Beyond Symbols: Motion Perception Cues Enhance Dual-Task Performance with Wearable Directional Guidance
Qing Zhang, Junyu Chen, Yifei Huang, Jing Huang, Thad Starner, Kai Kunze, Jun Rekimoto
TL;DR
This work tackles the problem of conveying directional information on wearable displays without imposing semantic interpretation or gaze shifts. It proposes a motion-perception-based cueing method that presents monocular peripheral stimuli to directly trigger motion processing, thereby reducing cognitive load during dual-task performance. In controlled and dual-task experiments, the motion-based cues achieved significantly higher accuracy in cue interpretation ($p=0.008$) and showed a favorable trend toward reducing primary-task errors ($p=0.066$) compared with traditional arrow cues. The study demonstrates the practicality and benefits of perception-driven cues for wearables, with implications for navigation, assistive tech, and high-workload environments, while also outlining limitations and directions for future work.
Abstract
Directional cues are crucial for environmental interaction. Conventional methods rely on symbolic visual or auditory reminders that require semantic interpretation, a process that proves challenging in demanding dual-tasking scenarios. We introduce a novel alternative for conveying directional cues on wearable displays: directly triggering motion perception using monocularly presented peripheral stimuli.
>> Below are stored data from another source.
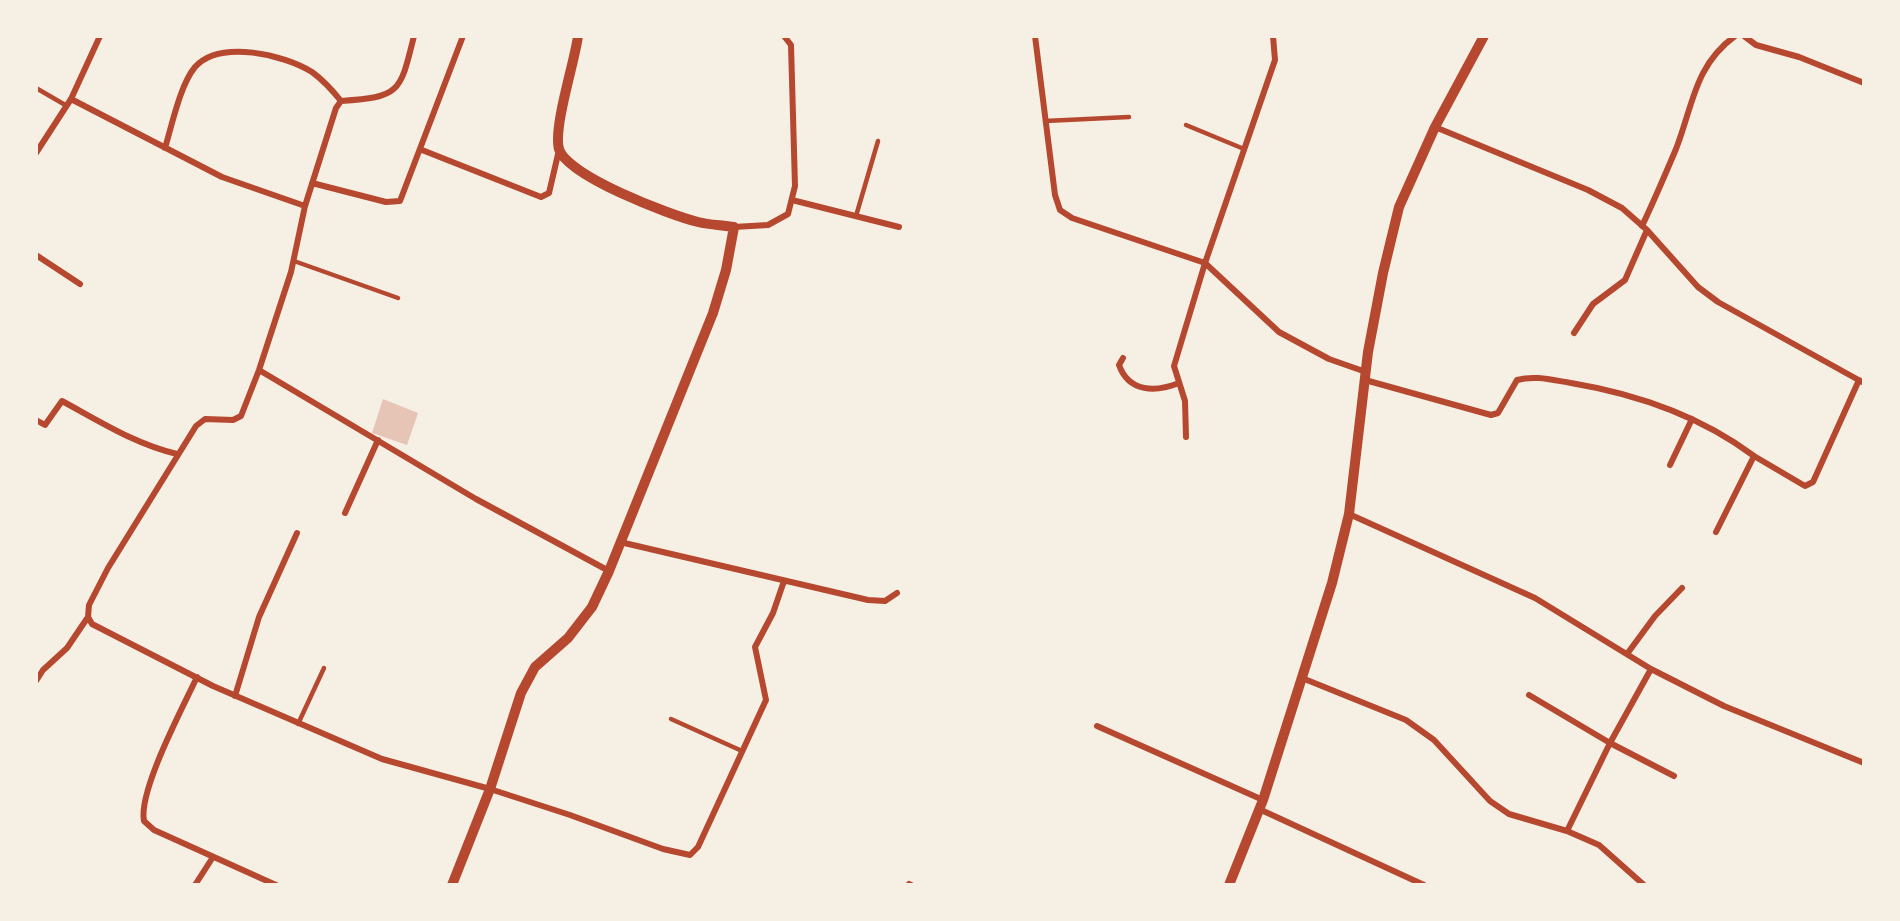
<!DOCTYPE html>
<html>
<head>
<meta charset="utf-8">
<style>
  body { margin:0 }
  #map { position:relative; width:1900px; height:921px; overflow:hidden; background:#f6efe4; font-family:Inter,sans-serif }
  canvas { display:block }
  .frame { position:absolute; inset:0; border:38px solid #f6efe4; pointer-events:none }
</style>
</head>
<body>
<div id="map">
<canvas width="1900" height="921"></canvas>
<div class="frame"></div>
</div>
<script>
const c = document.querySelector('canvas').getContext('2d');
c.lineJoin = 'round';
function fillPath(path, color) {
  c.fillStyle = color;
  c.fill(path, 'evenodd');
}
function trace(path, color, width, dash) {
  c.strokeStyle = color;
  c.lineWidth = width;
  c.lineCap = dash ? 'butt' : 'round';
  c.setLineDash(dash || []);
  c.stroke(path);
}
fillPath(new Path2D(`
  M 383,399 L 418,413 L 407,445 L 372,433 Z`), '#e6c5b7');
trace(new Path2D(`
  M 36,88 L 67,106
  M 1045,121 L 1129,117
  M 1186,125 L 1244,149
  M 856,216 L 878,141
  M 294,261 L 398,298
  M 671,719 L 742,751
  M 298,724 L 324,668`), '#b5482f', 4.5);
trace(new Path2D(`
  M 414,36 C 400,93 400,97 341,101 L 336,108 L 305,206 L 291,272 L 259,370 L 241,416 L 233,420 L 205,419 L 196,426 L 108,568 L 89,605 L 88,617 L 92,624 L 213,686 L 382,759 L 490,789 L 570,815 L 663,849 L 690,855 L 698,847 L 766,700 L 755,647 L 773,613 L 784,581
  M 1035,36 L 1055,195 L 1060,210 L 1072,218 L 1205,263 L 1279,332 L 1329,359 L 1366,372
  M 1744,36 L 1756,45 L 1799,57 L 1864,83
  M 71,99 L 222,177 L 305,206
  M 1435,127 L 1588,190 L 1622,208 L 1647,230 L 1698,287 L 1718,302 L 1864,383
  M 165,148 C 172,125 180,85 195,67 C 220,39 285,55 312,72 C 323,80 333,91 341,101
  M 422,150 L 541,197 L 549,193 L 559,150
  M 36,153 L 71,99 L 100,36
  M 312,183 L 386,202 L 400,201 L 463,36
  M 792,200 L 899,227
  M 1642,226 C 1654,201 1665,175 1676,149 C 1693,106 1694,66 1735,36
  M 734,227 L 768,225 L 788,214 L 795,186 L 791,45 L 784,36
  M 36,255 L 80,284
  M 1574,333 L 1593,304 L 1625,280 L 1647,230
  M 1123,358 L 1119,365 C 1129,393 1156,392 1179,383
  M 259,370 L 476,499 L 609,571
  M 1365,380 L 1491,415 L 1498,413 L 1517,380 C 1535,375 1552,380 1571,383 C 1637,394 1699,415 1754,456
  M 36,420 L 45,425 L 62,401 C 101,422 135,444 177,454
  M 1186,437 L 1185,401 L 1174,366 L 1205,263 L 1275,60 L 1273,36
  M 1670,465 L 1692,419
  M 345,513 L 378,440
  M 1349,514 L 1535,598 L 1651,669 L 1724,706 L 1864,763
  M 1716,532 L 1754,456 L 1805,486 L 1813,482 L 1859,380
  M 620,542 L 868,600 L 885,601 L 897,593
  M 1627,654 L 1655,616 L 1682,588
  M 197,677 C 183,707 138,791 144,821 L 154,830 L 276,885
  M 1302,678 L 1406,720 L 1434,740 L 1490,801 L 1509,814 L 1567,831 L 1599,845 L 1644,885
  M 36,681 L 43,670 L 67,648 L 88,617
  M 1529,695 L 1610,743 L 1674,776
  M 235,696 L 259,617 L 297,533
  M 1097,726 L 1263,800
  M 1259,809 L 1424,885
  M 1567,831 L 1610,743 L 1651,669
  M 909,884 L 911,885
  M 195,885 L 213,857`), '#b5482f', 6);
trace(new Path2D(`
  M 452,885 L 490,789 L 521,693 L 535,667 L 568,638 L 592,607 L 609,571 L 713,313 L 726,270 L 734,227 C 722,225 710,225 698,222 C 670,215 567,176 559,149 C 553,127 575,61 578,36
  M 1229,885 L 1263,800 L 1332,583 L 1349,514 L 1368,352 L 1383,273 L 1399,207 L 1435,127 L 1484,36`), '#b5482f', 10);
</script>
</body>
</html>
This approach is designed for low visual interference, with the goal of reducing the need for gaze-switching and the complex cognitive processing associated with symbols. User studies demonstrate our method's potential to robustly convey directional cues. Compared to a conventional arrow-based technique in a demanding dual-task scenario, our motion-based approach resulted in significantly more accurate interpretation of these directional cues ($p=.008$) and showed a trend towards reduced errors on the concurrent primary task ($p=.066$).